··· Source material ···

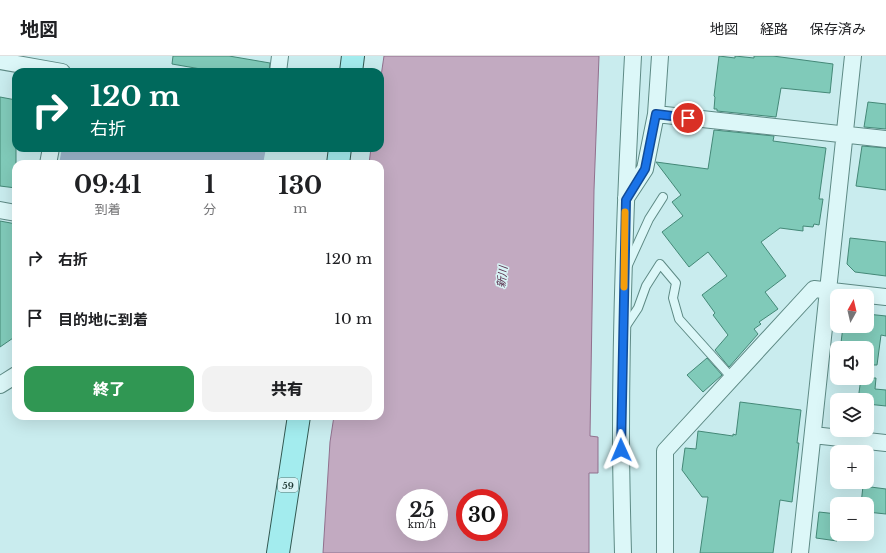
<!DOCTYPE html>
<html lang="ja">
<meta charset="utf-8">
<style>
body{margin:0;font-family:"Libre Baskerville","Noto Sans JP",serif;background:#f2f2f2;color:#202124;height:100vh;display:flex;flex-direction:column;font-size:15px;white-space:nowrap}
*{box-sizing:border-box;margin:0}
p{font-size:13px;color:#757577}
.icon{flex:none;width:22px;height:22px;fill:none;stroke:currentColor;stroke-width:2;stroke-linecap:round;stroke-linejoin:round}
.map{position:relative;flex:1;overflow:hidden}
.drawer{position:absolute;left:12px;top:104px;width:372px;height:260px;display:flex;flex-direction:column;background:#fff;border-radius:12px;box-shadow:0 4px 16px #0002}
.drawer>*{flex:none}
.top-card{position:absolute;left:12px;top:12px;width:372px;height:84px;border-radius:12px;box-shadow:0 4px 16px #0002;background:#00695c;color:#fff;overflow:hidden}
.needle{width:26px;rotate:8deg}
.tools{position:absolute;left:830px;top:233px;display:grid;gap:8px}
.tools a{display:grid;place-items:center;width:44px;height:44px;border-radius:8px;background:#fff;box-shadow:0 4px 16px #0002;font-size:20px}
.speed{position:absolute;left:396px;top:433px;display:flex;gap:8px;font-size:20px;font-weight:700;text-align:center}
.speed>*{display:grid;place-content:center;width:52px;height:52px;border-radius:50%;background:#fff;box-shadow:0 4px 16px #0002;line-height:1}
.speed small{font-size:10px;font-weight:400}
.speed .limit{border:6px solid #d22;background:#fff;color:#111}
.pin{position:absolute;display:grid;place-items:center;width:34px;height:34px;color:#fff;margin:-17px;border:2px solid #fff;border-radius:50%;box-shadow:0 1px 4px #0007}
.me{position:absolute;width:44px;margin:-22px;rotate:359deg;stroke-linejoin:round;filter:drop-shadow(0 0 3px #0008)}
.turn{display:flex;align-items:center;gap:14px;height:84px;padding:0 12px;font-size:18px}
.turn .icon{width:52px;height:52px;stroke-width:2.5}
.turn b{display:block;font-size:28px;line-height:34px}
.eta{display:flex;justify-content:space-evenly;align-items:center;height:68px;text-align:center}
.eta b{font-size:24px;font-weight:800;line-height:28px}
.action{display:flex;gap:8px;margin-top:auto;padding:8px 12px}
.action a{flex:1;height:46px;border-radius:12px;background:#309753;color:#fff;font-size:16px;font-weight:800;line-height:46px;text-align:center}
.action a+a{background:#f2f2f2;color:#202124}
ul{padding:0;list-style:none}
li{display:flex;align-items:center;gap:12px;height:60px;padding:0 12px}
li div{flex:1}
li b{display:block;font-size:15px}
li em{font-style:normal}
header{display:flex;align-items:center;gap:24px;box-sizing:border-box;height:56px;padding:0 20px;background:#fff;border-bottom:1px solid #e0e0e0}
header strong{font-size:19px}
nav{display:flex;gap:22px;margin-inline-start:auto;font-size:14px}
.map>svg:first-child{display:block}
.green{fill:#9db6cc}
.water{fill:#c2aac1;stroke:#91708d;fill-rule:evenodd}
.building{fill:#80cab9;stroke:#487}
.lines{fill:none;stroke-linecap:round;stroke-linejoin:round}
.service-casing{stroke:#5e8a85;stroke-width:10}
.minor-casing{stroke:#5e8a85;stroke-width:18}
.primary-casing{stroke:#325851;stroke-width:24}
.service{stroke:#dcf7f8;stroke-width:8}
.minor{stroke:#dcf7f8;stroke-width:16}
.primary{stroke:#a3ecee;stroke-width:22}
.route-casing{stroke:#114b97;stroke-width:10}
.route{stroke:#1a73e8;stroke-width:7}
.slow{stroke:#f59e0b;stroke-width:7}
.labels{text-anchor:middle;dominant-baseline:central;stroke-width:3;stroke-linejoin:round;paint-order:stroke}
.shield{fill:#d8f3f5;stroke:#58726f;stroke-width:1}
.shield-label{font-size:9px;font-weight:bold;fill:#213b36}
.water-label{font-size:11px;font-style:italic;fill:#5a314e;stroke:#d8f3f5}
</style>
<header>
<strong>地図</strong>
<nav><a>地図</a><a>経路</a><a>保存済み</a></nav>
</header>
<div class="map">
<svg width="886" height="497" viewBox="0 0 886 497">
<rect width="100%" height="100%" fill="#c9ecee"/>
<path class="green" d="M 62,92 L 266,92 L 263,108 L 59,108 Z"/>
<path class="water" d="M 384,0 L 599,0 L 594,134 L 590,380 L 598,381 L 598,417 L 589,417 L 589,497 L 323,497 L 330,386 L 334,360 L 380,360 L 380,108 L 369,108 L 371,92 L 380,92 L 380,27 ZM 405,442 L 439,442 L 439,476 L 405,476 ZM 465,442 L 499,442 L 499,476 L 465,476 Z"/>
<path class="building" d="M 173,0 L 229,0 L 270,7 L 269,16 L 218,16 L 172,8 Z
M 719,0 L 735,2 L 735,0 L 754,2 L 754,0 L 773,0 L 833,8 L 830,37 L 781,32 L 776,61 L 717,55 L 717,53 L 714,53 L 715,41 L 714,40 Z
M 0,41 L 16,44 L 16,132 L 0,130 Z
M 868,46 L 886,48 L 886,73 L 864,71 Z
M 714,74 L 774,80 L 773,85 L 826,92 L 819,143 L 823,143 L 819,169 L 814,168 L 813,171 L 803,170 L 803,175 L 780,172 L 761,186 L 786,220 L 765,236 L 778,253 L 759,266 L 761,268 L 754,273 L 758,278 L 729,311 L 715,294 L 728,279 L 713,259 L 715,257 L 702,239 L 727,220 L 708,196 L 689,211 L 662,176 L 683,160 L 672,146 L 681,139 L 656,106 L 708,113 Z
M 862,90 L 886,92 L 886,134 L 856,130 Z
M 0,165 L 16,168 L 16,280 L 0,291 Z
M 850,182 L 886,186 L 886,220 L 855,216 L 847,208 Z
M 867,258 L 886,260 L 886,280 L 881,279 L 877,309 L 867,309 L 867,290 L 841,287 L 843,270 L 867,270 Z
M 707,302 L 722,319 L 703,336 L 687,319 Z
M 861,322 L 876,322 L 875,333 L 886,334 L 886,350 L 867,348 L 867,344 L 858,344 Z
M 740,346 L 801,354 L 797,387 L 799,387 L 792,446 L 780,444 L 773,497 L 700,497 L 708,441 L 702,441 L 682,414 L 685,392 L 696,393 L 698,375 L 733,380 L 733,378 L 736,379 Z
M 863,430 L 886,433 L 886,458 L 867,456 L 867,448 L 861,448 Z
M 819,456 L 837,458 L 837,485 L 816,482 Z"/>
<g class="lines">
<defs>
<path id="service" d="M 628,209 L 649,163 L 663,141
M 624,273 L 638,252 L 646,230 L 660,208 L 676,227 L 673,242 L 679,263 L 732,322"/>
<path id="minor" d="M 660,0 L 656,58 L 886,83
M 0,5 L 62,16
M 278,16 L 280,0
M 48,108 L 51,92
M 626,142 L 645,113 L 656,58
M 0,154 L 16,157
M 0,329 L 16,319
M 813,379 L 886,387
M 623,497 C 622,458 621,418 621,379 C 621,252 626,126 633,0
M 665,497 L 665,395 L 814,233 L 886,241
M 800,497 L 853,0"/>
<path id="primary" d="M 351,16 L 353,0
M 338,108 L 340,92
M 278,497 L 299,360"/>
</defs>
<use href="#service" class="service-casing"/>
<use href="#minor" class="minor-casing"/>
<use href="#primary" class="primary-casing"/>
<use href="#service" class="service"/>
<use href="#minor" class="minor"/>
<use href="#primary" class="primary"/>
</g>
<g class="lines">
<defs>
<path id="route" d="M 621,394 L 626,144 L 645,113 L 656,58 L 688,62"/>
</defs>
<use href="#route" class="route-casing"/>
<use href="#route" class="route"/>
<path class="slow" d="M 624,231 L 625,156"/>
</g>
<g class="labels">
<rect class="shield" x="278" y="422" width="20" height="14" rx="3"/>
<g class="shield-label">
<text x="288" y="429">59</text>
</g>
<g class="water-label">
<text transform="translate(502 221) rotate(-84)">新川</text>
</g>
</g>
</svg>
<div class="tools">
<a><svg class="needle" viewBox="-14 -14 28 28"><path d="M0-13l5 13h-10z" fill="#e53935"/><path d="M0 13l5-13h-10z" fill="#757577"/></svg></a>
<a><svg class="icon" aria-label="sound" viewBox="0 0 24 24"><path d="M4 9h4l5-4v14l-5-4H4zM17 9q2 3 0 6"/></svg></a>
<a><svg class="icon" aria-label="layers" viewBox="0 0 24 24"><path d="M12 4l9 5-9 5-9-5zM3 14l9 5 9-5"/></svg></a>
<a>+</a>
<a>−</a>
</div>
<div class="speed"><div>25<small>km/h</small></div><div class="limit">30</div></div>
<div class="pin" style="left:688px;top:62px;background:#d93025"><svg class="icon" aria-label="arrive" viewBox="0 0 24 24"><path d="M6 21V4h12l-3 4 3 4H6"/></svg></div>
<svg class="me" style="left:621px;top:394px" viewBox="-20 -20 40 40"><path d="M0-17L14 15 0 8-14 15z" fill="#1a73e8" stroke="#fff" stroke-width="4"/></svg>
<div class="top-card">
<div class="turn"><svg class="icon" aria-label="right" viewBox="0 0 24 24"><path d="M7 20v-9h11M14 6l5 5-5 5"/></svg><div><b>120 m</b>右折</div></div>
</div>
<section class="drawer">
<div class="eta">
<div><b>09:41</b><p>到着</p></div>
<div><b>1</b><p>分</p></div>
<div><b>130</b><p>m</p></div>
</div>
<ul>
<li><svg class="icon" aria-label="right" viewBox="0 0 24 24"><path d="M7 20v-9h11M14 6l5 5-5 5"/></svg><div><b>右折</b></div><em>120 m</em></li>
<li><svg class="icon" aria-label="arrive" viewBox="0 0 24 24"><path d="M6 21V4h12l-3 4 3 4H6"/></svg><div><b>目的地に到着</b></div><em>10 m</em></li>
</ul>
<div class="action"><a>終了</a><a>共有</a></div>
</section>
</div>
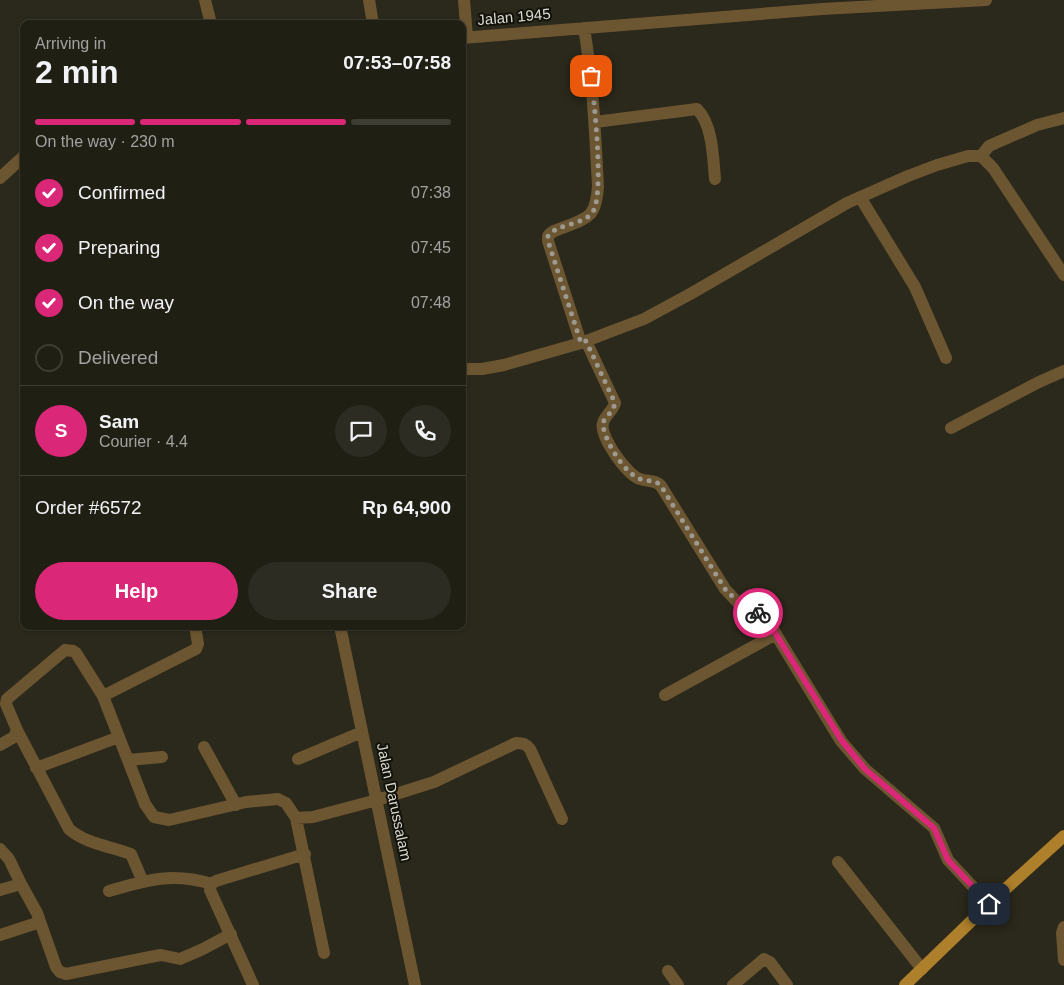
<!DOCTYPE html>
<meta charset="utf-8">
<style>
body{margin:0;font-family:Helvetica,sans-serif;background:#2d2c22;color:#f1f3f6;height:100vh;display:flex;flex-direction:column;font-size:19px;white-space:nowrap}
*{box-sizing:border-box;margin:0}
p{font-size:16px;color:#a2a2a0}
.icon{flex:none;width:28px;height:28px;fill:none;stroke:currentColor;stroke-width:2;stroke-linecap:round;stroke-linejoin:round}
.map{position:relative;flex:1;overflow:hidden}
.side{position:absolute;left:20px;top:20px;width:446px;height:610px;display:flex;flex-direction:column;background:#201f14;border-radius:10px;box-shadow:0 1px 4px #0004,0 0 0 1px #3d3d34}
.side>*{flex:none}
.pin{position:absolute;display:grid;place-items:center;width:42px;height:42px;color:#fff;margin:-21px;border-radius:10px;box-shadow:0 2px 8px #0006}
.courier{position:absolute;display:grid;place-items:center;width:50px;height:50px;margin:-25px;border:4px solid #db2777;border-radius:50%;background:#fff;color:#222;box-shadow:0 1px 6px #0007}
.summary em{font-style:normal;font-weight:700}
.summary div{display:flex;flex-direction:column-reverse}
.summary{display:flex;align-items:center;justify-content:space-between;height:85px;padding:0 15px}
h1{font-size:32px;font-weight:700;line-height:38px}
.bar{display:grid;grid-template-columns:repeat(4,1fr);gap:8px 5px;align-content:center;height:60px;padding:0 15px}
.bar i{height:6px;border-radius:4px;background:#3d3d34}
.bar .on{background:#db2777}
.bar p{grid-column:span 4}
.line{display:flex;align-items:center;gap:12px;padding:0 15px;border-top:1px solid #3d3d34}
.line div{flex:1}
.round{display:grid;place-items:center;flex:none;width:52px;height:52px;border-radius:26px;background:#2d2c22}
ol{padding:0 15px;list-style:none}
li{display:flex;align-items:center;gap:15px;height:55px}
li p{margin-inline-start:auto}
li .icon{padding:5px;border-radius:50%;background:#db2777;color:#fff;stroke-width:4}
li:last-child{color:#a2a2a0}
li i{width:28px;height:28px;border:2px solid #3d3d34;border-radius:50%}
.button{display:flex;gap:10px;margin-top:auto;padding:10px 15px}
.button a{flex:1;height:58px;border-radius:30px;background:#db2777;color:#fff;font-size:20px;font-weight:700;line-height:58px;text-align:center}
.button a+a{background:#2d2c22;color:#f1f3f6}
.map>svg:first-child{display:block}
</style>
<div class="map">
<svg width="1064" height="985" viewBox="0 0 1064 985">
<rect width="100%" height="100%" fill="#2b291b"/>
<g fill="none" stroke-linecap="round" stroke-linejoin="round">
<path stroke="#6c5531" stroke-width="12" d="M205,0L211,24
M369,0L373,24
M464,0L467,37
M462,38L822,9L986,0
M595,122L697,109C713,125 713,158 715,179
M981,156L989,146L1037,125L1064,118
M0,178L24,156
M860,197L915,287L946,358
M586,341L615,403C613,411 605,415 603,423C599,436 627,475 640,479C648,482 655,479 661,486L725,589L741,606L761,614L772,628L841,741L865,769L934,828L948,860L989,904
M581,343L548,241V236C552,231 556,230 562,228C589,218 596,217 598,186C595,133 593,80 584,28
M462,369H482L504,365L581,343L607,333L644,319L692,293L847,203L908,176L937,165L968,156H981L993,168L1064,275
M951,428L1039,382L1064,371
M195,626L198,644L196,649L103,696L145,804L154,817L169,820L246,802L278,799L286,803L296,818L313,817L377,800L434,782L516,743C523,743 526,744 530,749L562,819
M340,626L415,985
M665,695L776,634
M17,730L69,829C86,844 110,846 131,854L143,882
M0,745L14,737L17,730L6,704L7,699L65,650L73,651L76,653L103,696
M204,747L236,805
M298,759L362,732
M128,760L162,757
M36,768L119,737
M296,818L324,953
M0,849L9,859L21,884L0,890
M838,862L922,969
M21,884L37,913L56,967L60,972L66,974L150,957L161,955L180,959L203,949L231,934
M109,891C147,880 172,872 212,884
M1064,927L1062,933L1064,960
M0,935L40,922
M668,971L678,985
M253,985L210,890C211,883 213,882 219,880L305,854
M733,985L764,959L770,962L787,985"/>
<path stroke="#af802b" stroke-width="12" d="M905,985L989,904L1064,836"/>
</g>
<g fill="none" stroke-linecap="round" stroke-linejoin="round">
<path stroke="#9d9b91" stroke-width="5" stroke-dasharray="0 9" d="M591,76C594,100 605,198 592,213C581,226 558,223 548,236V241L581,343L586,341L615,403L613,409L603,422C602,438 625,474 640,479C648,482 655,479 661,486L725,589L742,606L758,613"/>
<path stroke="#db2777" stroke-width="6" d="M758,613L765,618L772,628L842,741L865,769L934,828L948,860L989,904"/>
</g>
<g text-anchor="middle" stroke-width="4" stroke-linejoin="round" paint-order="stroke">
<g font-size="15" fill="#dad9d0" stroke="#12120b">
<text transform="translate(514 17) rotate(-5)" y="5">Jalan 1945</text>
<text transform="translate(394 802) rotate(78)" y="5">Jalan Darussalam</text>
</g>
</g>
</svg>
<div class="pin" style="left:591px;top:76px;background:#ea580c"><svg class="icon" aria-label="bag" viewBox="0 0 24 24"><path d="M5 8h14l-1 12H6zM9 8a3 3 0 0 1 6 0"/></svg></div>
<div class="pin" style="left:989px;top:904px;background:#1f2937"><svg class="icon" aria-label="home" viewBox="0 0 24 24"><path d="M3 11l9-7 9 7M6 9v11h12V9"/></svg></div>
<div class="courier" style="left:758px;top:613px"><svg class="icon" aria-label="bike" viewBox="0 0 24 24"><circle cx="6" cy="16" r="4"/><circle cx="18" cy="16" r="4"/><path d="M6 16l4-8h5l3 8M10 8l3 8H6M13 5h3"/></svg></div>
<section class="side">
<div class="summary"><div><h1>2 min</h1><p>Arriving in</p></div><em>07:53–07:58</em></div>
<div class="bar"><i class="on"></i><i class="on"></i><i class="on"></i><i></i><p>On the way · 230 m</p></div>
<ol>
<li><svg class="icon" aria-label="check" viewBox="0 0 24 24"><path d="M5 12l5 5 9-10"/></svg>Confirmed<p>07:38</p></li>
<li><svg class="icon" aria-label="check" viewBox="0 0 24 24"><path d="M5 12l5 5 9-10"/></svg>Preparing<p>07:45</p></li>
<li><svg class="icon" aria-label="check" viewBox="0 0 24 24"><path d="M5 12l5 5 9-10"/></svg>On the way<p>07:48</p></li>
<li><i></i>Delivered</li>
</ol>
<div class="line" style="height:90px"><b class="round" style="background:#db2777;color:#fff">S</b><div><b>Sam</b><p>Courier · 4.4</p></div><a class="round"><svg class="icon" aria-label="chat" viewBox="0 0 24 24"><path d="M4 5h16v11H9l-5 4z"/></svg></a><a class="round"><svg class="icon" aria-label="phone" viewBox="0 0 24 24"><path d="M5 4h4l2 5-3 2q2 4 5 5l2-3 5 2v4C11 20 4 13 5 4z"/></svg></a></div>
<div class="line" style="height:65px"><div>Order #6572</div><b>Rp 64,900</b></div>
<div class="button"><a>Help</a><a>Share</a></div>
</section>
</div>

···

▸ **What is being asked**
Please give the number of lines with "speed" in the entries above, and write no other text.

▸ **Response**
5